The opening sequence of the film is so inspiring, and being reminded of it after so many years had me going to Amazon to order a selection of Carl Sagan books, and one by Brian May and Co. called "Bang!: The Complete History of the Universe".

I'm looking forward to seeing your future posts, and browsing through your back catalog too.

Thanks for taking the time to explain things in a language that everyone can understand.

Regards
Craig.

In the 2010 post, why the dismissal of Adams' work? That's like dismissing Leibnitz in favour or Newton, or Franklin in favour of Watson and Crick. Relevant work isn't irrelevant because the person didn't get to the finish line first.

In blogging terms, dismissing Adams sounds a lot like posters who shout "First!" as if that were an accomplishment. (It's especially laughable when "first" posts appear second.)

.

In 2178 everyone who was raised and taught in school that Pluto was a planet will be dead. I doubt "dwarf planet" will be anything but a foot note. No one will be bringing up the 1 year anniversary at that time.

Sorry Pluto, we killed your birthday.

By Dark Jaguar (not verified) on 13 Jul 2011 #permalink

another great post Ethan. Thank you. Every child should be taught that math discovered a planet.

By stephen s (not verified) on 13 Jul 2011 #permalink

Happy birthday, Neptune! You're looking so beautiful after all these orbits.

I like the NewtOWNED graphic too.

"The planets out to Saturn are visible with the naked eye, and have been known since at least the time of the ancient Greeks. While the telescope was first invented in the early 1600s, it wasn't until 1781, nearly 200 years later, that the next planet -- Uranus (above) -- was discovered."

Uranus's maximum visual magnitude is 5.32. Therefore, it is also visible to the naked eye.
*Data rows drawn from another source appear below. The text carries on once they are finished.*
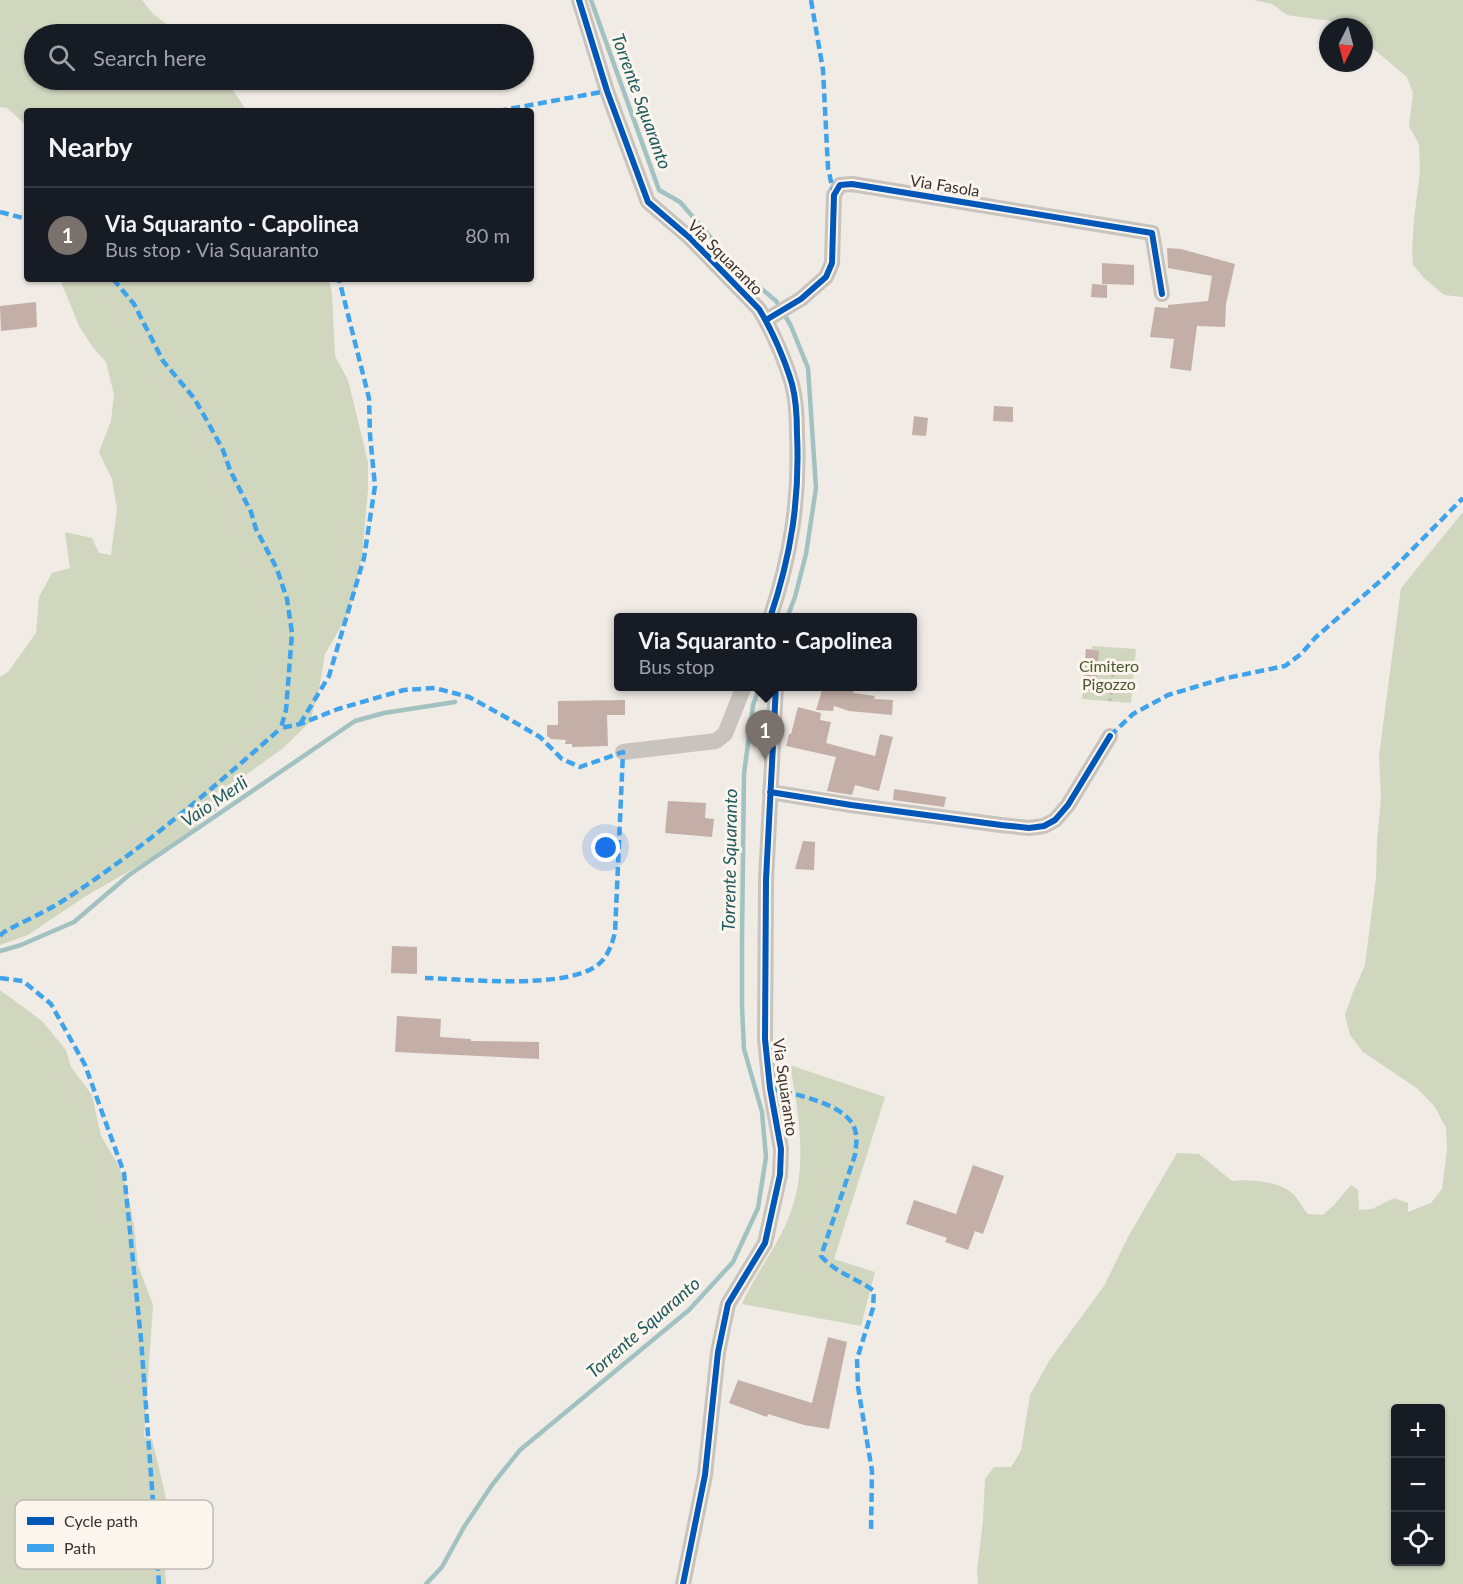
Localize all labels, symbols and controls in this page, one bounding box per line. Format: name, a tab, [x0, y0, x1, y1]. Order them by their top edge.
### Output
north arrow	[1319, 18, 1373, 72]
search box	[24, 24, 534, 90]
water label: Torrente Squaranto	[607, 30, 677, 172]
icon: search	[45, 41, 78, 74]
text: Search here	[93, 44, 206, 71]
text: Nearby	[48, 131, 133, 163]
street label: Via Fasola	[909, 170, 981, 200]
text: Via Squaranto - Capolinea	[105, 210, 359, 237]
street label: Via Squaranto	[684, 215, 768, 299]
text: 1	[62, 223, 73, 247]
text: 80 m	[465, 223, 510, 247]
text: Bus stop · Via Squaranto	[105, 237, 319, 261]
popup	[614, 613, 917, 691]
text: Via Squaranto - Capolinea	[639, 627, 892, 654]
text: Bus stop	[639, 654, 715, 678]
park label: Cimitero Pigozzo	[1079, 656, 1139, 693]
pin: 1	[746, 710, 784, 760]
water label: Vaio Merli	[177, 771, 251, 831]
water label: Torrente Squaranto	[717, 788, 741, 932]
your location	[591, 833, 620, 862]
street label: Via Squaranto	[770, 1037, 802, 1137]
water label: Torrente Squaranto	[582, 1272, 704, 1382]
map controls	[1391, 1404, 1445, 1566]
button: +	[1391, 1404, 1445, 1458]
button: −	[1391, 1458, 1445, 1512]
legend	[15, 1500, 213, 1569]
text: Cycle path	[64, 1511, 138, 1530]
button: locate	[1391, 1512, 1445, 1566]
text: Path	[64, 1538, 96, 1557]

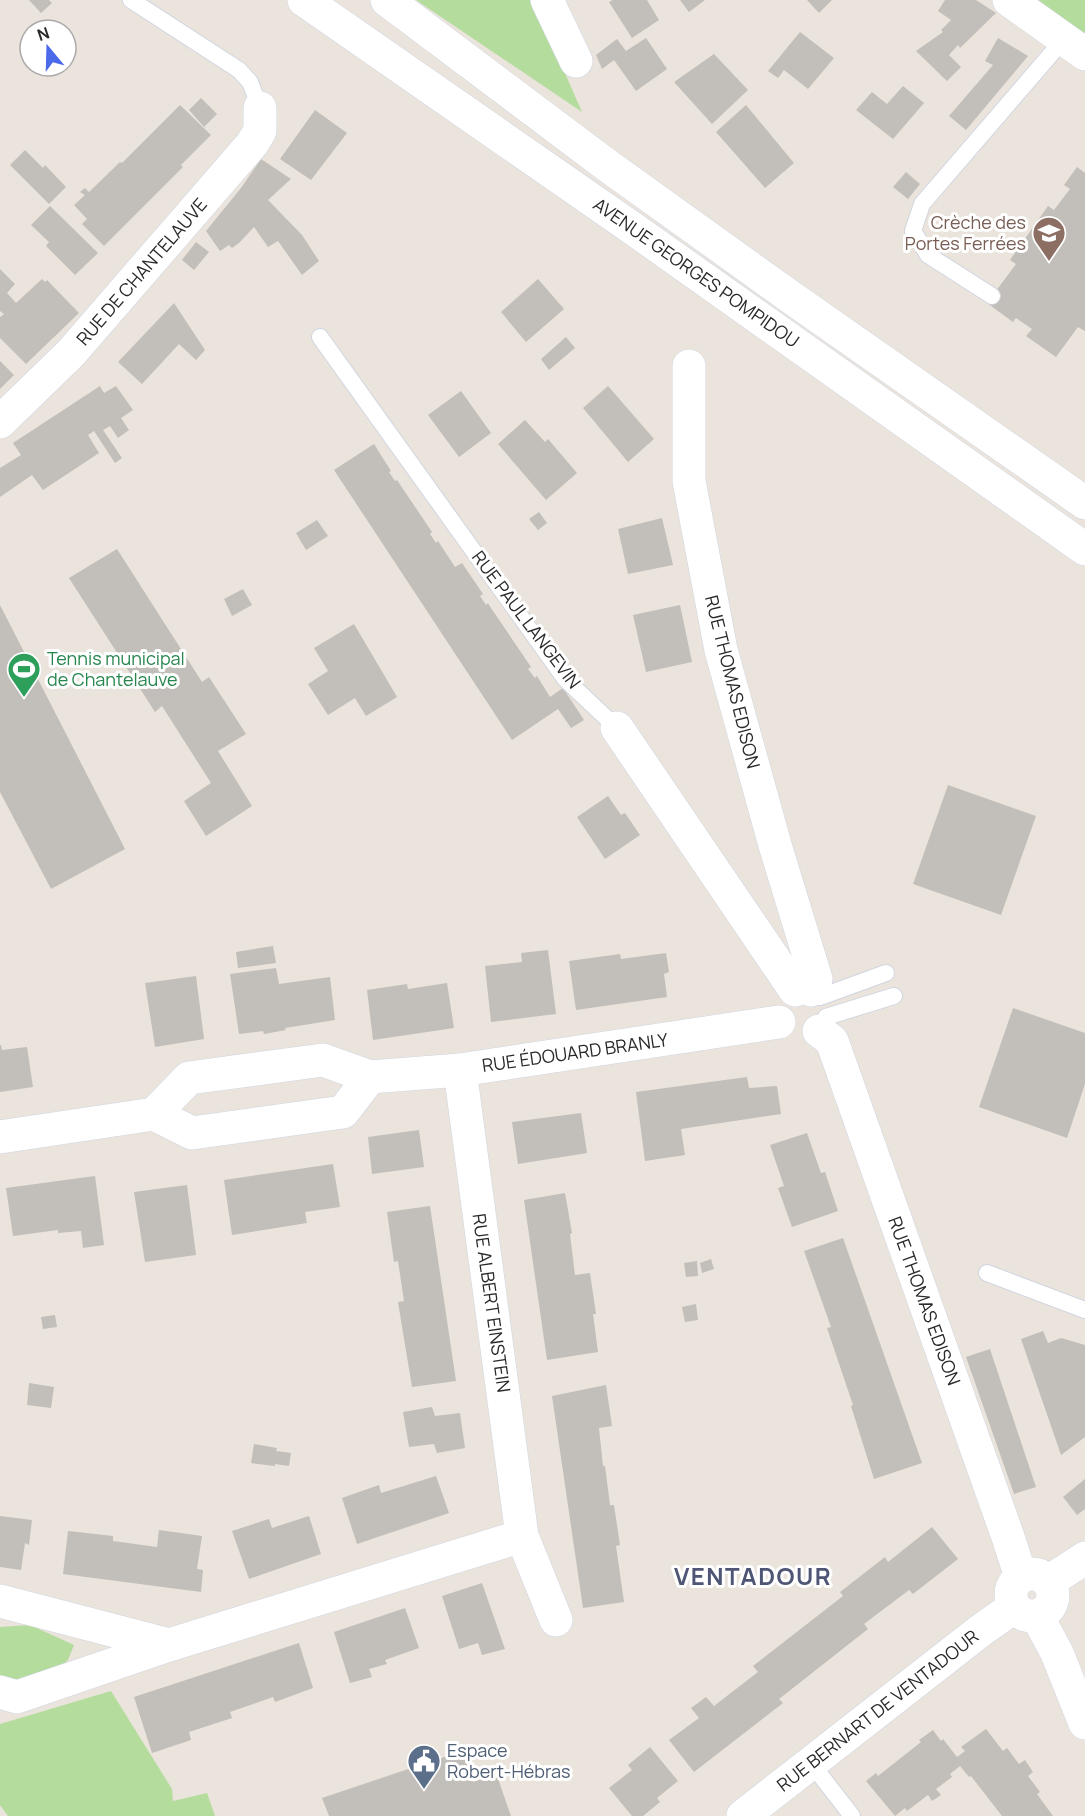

Since it was visible to pre-telescope, pre-electric light era observers, and since plenty of ancient people looked at the stars, lots of them must have seen Uranus. It just looked like a star to them.

By Left Coast Bernard (not verified) on 14 Jul 2011 #permalink

"Uranus's maximum visual magnitude is 5.32. Therefore, it is also visible to the naked eye."

Not any more, worst luck.

Damn skyglow...

Note: Uranus was spotted by Gallileo (IIRC) and recorded, but never checked to see if it wandered.

"Here are Neptune's birthday pictures."

Neptune's discovery at that time was happenstance, because Uranus happened to be passing it at that time. What if Uranus had passed forty years earlier? Would it have taken another 60-80 years to find Neptune because it's gravitational pull wouldn't be noticed? Or would telescopes have improved enough between 1850-1900 for it to be found on its own?

It's very much like the Earth's magnetic polarity. By happenstance, civilization and science began at a time when the Earth had two long-lasting magnetic poles we label "north" and "south". What if we had become aware during the thousands of years when the magnetic poles were in reversal? How differently would civilization have developed if there would have been no stable poles, thus the compass never invented or used for navigation?

No, I'm not forwarding any pro-religious crap. Such happenstance can be likened to your number coming up in roulette. If you play long enough, and your number will come up a few times, but only the fool ignores all the misses.

.

As Louis Pasteur said of his seemingly serendipitous scientific discoveries, "Chance favors the prepared mind."

By AngelGabriel (not verified) on 16 Jul 2011 #permalink

Hi Ethan,

This an awesome post. As simple and effective as one can get.

I´d like to ask you if you authorize the full translation and posting (with the pictures) of this in my blog. I´m a science journalist.

I´ll give you the full credit, of course.

Gratz from an avid reader in Brazil.

Danilo,

Of course you have permission to translate and re-post with credit attributed! And although I appreciate you asking permission to do so, in the future, consider the permission implicit.

Best,
Ethan

But even here in the dumb South, we know that just because it was discovered 165 years ago, doesn't mean it wasn't already making orbits.

27272727.27272727 of them, approximately, since the beginning of the Solar System 4,500,000,000 years ago.